[MUD-Dev] Questions about my MUD design

eric leaf ericleaf at pacbell.net
Thu Dec 12 17:21:43 CET 2002


Christer Enfors wrote:

>   2) As is probably obvious to most of you, this is one of those
>   over-ambitions projects that are never finished. I know, I've
>   been there before. What can I do to overcome this obstacle? One
>   thing I will probably do is aim for an early public alpha, when
>   only the most basic features are implemented. If I get even just
>   a few players into the MUD, I think their feedback will help
>   keep me motivated. Or would that be a bad idea? Will I just make
>   a poor first impression by allowing players into a half-finished
>   MUD?

This no doubt varies per individual, however if you are looking at a
community effort or open source project early alphas are the only
(most likely) way it will survive. Personally I would wait until its
playable at some level, and then keep it playable all the time
during the developement process (from alpha on).
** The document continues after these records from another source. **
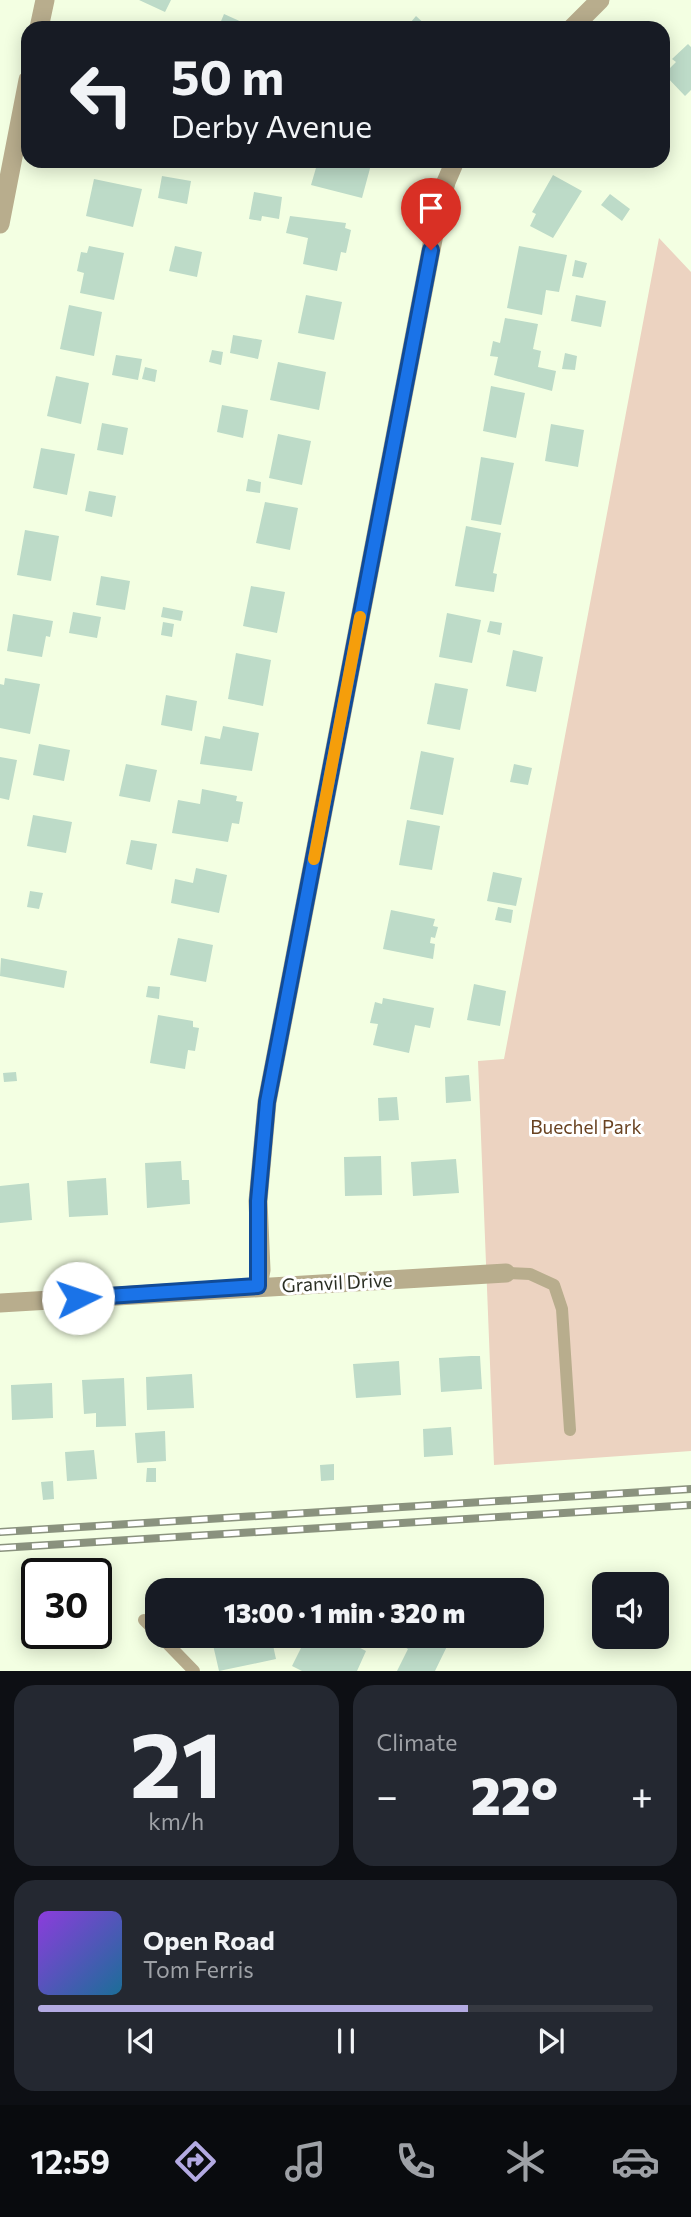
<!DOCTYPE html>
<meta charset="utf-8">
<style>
body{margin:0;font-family:Commissioner,sans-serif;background:#242831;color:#f1f3f6;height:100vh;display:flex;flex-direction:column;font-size:26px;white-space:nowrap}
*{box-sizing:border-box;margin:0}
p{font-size:23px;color:#9ea1a6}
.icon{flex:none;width:38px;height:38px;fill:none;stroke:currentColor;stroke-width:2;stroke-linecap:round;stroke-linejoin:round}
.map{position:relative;height:1671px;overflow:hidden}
.details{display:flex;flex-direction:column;gap:14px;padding:14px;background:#0d0f14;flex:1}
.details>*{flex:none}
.top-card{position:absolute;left:21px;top:21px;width:649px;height:147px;border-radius:21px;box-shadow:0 4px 18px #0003;background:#171b24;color:#f1f3f6;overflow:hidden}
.buttons{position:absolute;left:592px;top:1572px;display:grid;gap:14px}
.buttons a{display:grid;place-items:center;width:77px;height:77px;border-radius:14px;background:#171b24;box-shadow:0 4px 18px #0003;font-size:35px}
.speed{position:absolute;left:21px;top:1558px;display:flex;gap:14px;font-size:35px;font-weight:700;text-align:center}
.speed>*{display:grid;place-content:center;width:91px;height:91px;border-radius:50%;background:#171b24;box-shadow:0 4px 18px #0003;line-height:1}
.speed .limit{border:4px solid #111;border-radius:10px;background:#fff;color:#111}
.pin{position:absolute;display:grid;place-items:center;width:60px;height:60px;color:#fff;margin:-72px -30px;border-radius:50% 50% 50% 0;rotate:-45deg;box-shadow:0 0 7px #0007}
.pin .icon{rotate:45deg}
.me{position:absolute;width:77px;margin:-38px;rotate:86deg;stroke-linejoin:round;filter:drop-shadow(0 0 5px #0008)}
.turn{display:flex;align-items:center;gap:24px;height:147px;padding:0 35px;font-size:32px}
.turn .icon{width:91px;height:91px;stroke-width:2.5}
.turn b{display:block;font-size:49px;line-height:60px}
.big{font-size:52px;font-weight:800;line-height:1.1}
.details .widget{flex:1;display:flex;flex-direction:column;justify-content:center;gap:10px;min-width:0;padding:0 24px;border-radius:21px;background:#242831}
.details .dial{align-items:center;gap:0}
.dial b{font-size:91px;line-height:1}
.song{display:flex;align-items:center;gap:21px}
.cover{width:84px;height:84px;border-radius:10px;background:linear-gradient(135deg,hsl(270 70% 55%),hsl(200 70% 35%))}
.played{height:7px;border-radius:4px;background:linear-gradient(90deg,#b3aae2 70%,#363941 70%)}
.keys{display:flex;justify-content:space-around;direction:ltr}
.heat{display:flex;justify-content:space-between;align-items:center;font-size:38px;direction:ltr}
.details .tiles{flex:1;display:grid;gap:14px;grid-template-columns:1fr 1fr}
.widget:last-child{grid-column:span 2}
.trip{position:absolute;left:145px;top:1578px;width:399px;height:70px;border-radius:21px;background:#171b24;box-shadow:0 4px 18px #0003;font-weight:800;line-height:70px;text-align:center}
.tab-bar{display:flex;height:112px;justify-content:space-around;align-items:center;background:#090b0e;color:#9ea1a6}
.tab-bar .icon{width:49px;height:49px}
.tab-bar .on{color:#b3aae2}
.tab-bar b{font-size:32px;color:#f1f3f6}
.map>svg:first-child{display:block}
</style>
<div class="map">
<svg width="691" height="1671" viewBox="0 0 691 1671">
<rect width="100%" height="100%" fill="#f3ffe2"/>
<path fill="#ecd3c1" d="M659,238l32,34v1179l-197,14 -16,-404 26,-2z"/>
<path fill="#bddbc8" d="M139,0h32l-6,12z
M224,14l20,9 -2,5 -23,-2z
M416,16l13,12h-23z
M688,44l3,3v43l-6,6 -21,-22 12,-12 -4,-3z
M318,161h54l-10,37 -51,-13z
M553,175l29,16 -29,47 -23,-12 6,-12 -4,-2z
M162,176l29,5 -4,23 -29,-6z
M94,179l48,10 -9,38 -47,-11z
M254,192l28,5 -3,22 -17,-3 -1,5 -12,-2z
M610,194l20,15 -8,12 -21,-16z
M290,216l56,7 -1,5 6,2 -5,23 -5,-1 -4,19 -34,-7 5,-26 -22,-5z
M89,246l35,7 -10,47 -34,-7 4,-20 -7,-2 4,-19 6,1z
M175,246l27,6 -5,25 -28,-6z
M519,246l48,9 -8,37 -13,-2 -4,25 -35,-7z
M575,260l12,3 -4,15 -11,-2z
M306,295l36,7 -8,38 -36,-7z
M576,295l30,6 -5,26 -30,-6z
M69,305l33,7 -8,44 -34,-7z
M505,318l33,6 -5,25 8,2 -3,16 18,4 -4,20 -58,-16 4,-18 -8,-1 3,-15 7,2z
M233,335l29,5 -4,19 -28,-6z
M212,350l11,2 -2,13 -12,-3z
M565,353l12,3 -2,14 -13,-1z
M116,355l26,4 -4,21 -26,-5z
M278,362l48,10 -7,38 -49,-10z
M145,367l12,3 -2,12 -13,-3z
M56,376l33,7 -8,41 -34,-8z
M491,386l34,7 -9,45 -33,-7z
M222,405l26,5 -5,28 -26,-6z
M102,423l26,5 -5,27 -26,-5z
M551,424l33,6 -6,37 -33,-6z
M278,434l33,7 -9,44 -33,-7z
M41,448l34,6 -8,41 -34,-7z
M481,457l33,6 -13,62 -30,-5z
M248,479l13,3 -1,11 -14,-2z
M89,491l27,5 -4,21 -27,-6z
M265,502l33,6 -8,42 -34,-7z
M466,526l35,7 -8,40 4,1 -3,18 -39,-6z
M25,530l34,6 -8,45 -34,-6z
M101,576l29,5 -5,29 -29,-5z
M251,586l34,6 -8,41 -34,-7z
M163,607l20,4 -2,10 -20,-4z
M73,612l28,5 -4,21 -28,-5z
M447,613l34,7 -9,43 -33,-6z
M13,614l40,7 -3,16 -4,-1 -4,21 -35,-6z
M490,621l12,2 -2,12 -13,-3z
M163,622l11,2 -2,13 -11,-2z
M513,650l30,7 -7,35 -30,-6z
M236,653l35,7 -8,46 -35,-7z
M5,678l35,6 -10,50 -30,-6v-44l4,1z
M435,683l33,6 -8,41 -33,-6z
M166,695l31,6 -5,30 -31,-6z
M223,726l36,7 -7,38 -52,-7 5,-28 15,3z
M39,744l31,6 -6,31 -31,-6z
M421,751l33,7 -11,57 -33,-6z
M0,757l17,3 -8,40 -9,-2z
M126,764l31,6 -7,32 -31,-6z
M514,764l18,4 -4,17 -18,-3z
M202,789l35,7 -1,5 7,1 -4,22 -7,-1 -4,19 -56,-9 6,-33 22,4z
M33,815l39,7 -6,31 -39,-7z
M407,820l33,6 -8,44 -33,-5z
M131,840l26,4 -5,26 -26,-6z
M196,868l31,7 -8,38 -48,-10 4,-24 18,4z
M493,872l29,6 -6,28 -29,-5z
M30,891l13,2 -4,16 -12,-2z
M498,907l15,3 -2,13 -16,-3z
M391,910l44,9 -2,7 5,1 -3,11 -4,-1 -1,6 5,1 -2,15 -50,-10z
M178,938l35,7 -7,37 -36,-7z
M1,958l66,13 -3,17 -64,-12z
M474,984l32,7 -6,35 -33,-6z
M148,986l12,1 -1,12 -13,-2z
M383,998l51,10 -4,20 -15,-3 -6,28 -36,-8 5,-21 -8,-1 5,-21 7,2z
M158,1015l35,6v6l6,1 -4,23 -7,-1 -3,19 -35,-6z
M16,1072l1,9 -13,1 -1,-9z
M469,1075l2,26 -25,2 -1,-26z
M397,1097l2,23 -20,1 -1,-23z
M381,1156l1,39 -37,1 -1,-39z
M456,1159l3,34 -46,3 -2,-34z
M181,1161l1,19h7l1,24 -43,4 -2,-45z
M106,1178l2,37 -39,2 -2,-36z
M29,1183l3,37 -32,3v-37z
M471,1356h9l2,33 -41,3 -2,-34z
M399,1361l2,34 -45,3 -3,-34z
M192,1374l2,34 -47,2 -1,-33z
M124,1378l2,48 -30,1v-14l-12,1 -2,-34z
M52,1383l1,35 -41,2 -1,-35z
M451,1427l2,28 -29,2 -1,-28z
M165,1431l1,30 -29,2 -2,-30z
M94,1450l3,29 -30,2 -2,-29z
M334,1464v16l-13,1 -1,-16z
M147,1468h9v14h-10z
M53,1481l1,18 -11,1 -2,-18z
M211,1636h60l5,23 -57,12z
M307,1636h30l29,15 -9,20h-55l-10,-5z
M408,1636h44l-17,35h-38l11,-22 -5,-3z"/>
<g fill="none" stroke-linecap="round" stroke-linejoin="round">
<path stroke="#b8ad8d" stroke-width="12" d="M506,1273l24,1 24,11 8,24 8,121
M144,1620l14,14
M160,1636l34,35"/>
<path stroke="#b8ad8d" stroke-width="19" d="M39,28l6,-28
M572,28l28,-28
M0,224l28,-144
M258,1286l3,-16 -3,-69 9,-99 169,-878 10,-42 9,-21
M0,1303l506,-30"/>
<g stroke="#8a927e" stroke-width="8">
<path id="rail" d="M0,1532l691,-43
M0,1548l691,-43"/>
</g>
<use href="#rail" stroke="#fff" stroke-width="5" stroke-dasharray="16" stroke-linecap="butt"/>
</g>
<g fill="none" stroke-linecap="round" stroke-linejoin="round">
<g stroke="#114b97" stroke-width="18">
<path id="route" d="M78,1298l180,-12v-85l9,-99 164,-852"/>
</g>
<use href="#route" stroke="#1a73e8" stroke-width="12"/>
<path stroke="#f59e0b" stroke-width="12" d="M314,859l46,-242"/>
</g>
<g text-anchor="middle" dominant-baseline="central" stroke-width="6" stroke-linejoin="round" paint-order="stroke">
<g font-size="19" fill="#694221" stroke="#fff">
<text x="586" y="1126">Buechel Park</text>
</g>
<g font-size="19" fill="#2a2e23" stroke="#fff">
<text transform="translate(337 1282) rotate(-3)">Granvil Drive</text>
</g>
</g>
</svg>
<div class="buttons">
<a><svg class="icon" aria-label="sound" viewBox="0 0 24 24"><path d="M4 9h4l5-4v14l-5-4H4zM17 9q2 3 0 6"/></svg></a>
</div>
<div class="speed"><div class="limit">30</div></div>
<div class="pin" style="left:431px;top:250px;background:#d93025"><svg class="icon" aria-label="arrive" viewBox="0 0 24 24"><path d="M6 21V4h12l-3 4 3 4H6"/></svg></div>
<svg class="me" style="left:78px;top:1298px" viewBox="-20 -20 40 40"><circle r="19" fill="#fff"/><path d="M0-13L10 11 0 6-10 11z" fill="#1a73e8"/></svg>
<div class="trip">13:00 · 1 min · 320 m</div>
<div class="top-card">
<div class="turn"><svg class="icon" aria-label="left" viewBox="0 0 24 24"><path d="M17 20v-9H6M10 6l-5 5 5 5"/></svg><div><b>50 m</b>Derby Avenue</div></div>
</div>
</div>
<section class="details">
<div class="tiles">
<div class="widget dial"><b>21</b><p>km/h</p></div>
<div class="widget"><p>Climate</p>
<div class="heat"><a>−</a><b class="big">22°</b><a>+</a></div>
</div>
<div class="widget">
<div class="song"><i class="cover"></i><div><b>Open Road</b><p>Tom Ferris</p></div></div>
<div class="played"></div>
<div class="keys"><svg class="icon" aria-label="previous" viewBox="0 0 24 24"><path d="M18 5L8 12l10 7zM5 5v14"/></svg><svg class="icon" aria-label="pause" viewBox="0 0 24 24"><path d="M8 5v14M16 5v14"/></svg><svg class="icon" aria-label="next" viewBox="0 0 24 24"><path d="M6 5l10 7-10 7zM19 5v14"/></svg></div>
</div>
</div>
</section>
<nav class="tab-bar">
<b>12:59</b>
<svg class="icon on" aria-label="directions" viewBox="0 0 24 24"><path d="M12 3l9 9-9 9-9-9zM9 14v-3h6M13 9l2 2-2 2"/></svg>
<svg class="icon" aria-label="music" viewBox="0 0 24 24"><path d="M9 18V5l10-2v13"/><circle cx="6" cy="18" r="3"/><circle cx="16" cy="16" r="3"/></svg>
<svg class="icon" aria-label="phone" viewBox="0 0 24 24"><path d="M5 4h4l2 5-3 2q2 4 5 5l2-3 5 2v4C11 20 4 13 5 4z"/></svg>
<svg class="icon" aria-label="climate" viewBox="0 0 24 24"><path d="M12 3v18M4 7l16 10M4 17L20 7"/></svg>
<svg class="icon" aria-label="car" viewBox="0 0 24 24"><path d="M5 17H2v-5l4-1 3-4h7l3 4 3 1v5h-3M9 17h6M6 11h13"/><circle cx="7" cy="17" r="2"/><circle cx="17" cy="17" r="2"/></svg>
</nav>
>   3) Can you see any glaring problems in my design, as outlined
>   above? I'd rather not start implementing something that has
>   obvious problems in its design that I just haven't spotted
>   myself.

Alot of what you are talking about I'd classify as difficult. You
talked of road building as if it would already exist in the world,
yet you say it as if no roads will already exist. This troubles me
in the sense that it seems an artificial barrier, or something akin
to busy-work for the players. If you have road technology why isn't
it already in use?  Now if you plan to have a main settlement where
players will start and then they must build their own devices to
settle a player run town thats a little different. Also along those
lines this talk of mayor for each town and player made town, unless
your town creation process involves a registration process I don't
see how you'd control that, or even want to control it.  Maybe a
clan of highwaymen settle an area, most likely they have a leader
that is closer to a dictator than mayor.

Some other things are difficult, like the farmer model you
proposed. Are my crops an active part of the world? Do I need and
build tools to compete or is it in some period? (Ox drawn plow?) If
the crops are not an active part of the world, you dodge some of the
issues. (ie Crop theft) But then is it a farm simulation at all or
just a device to simulate a local economy? If farming is really no
different than blacksmithing (ie get raw material, type "make
thing", wait few seconds, get thing and use it, sell it, etc) than
the only drive to farm will be some artificial economic incentive,
like its more profitable than making swords. And then that opens a
new can of worms. The modern day farm is a product of
industrialization, which is far more advanced than most periods in
MUDs. And most references to current in-game town building are land
based (ie only available land) not community based (close to water,
ariable land, etc). In other words, in UO, player run towns were
built around already present crossroads in the static world, and it
had very little to do with location in the sense of building a
community. A new blacksmith if far more likely to move to a town and
stay there if there is no other blacksmith there, where his skills
would be the most valuable. However, ignoring all of that for a
moment I believe that farming is the main driving force in any sort
of town building, at least in human history. But on the same token
its all for nothing unless food actually has a power in the world,
you mention stat reduction, you obviously won't be getting taste
involved, so will that be enough to motivate people to farm?


HTH and is not completely gibberish to you.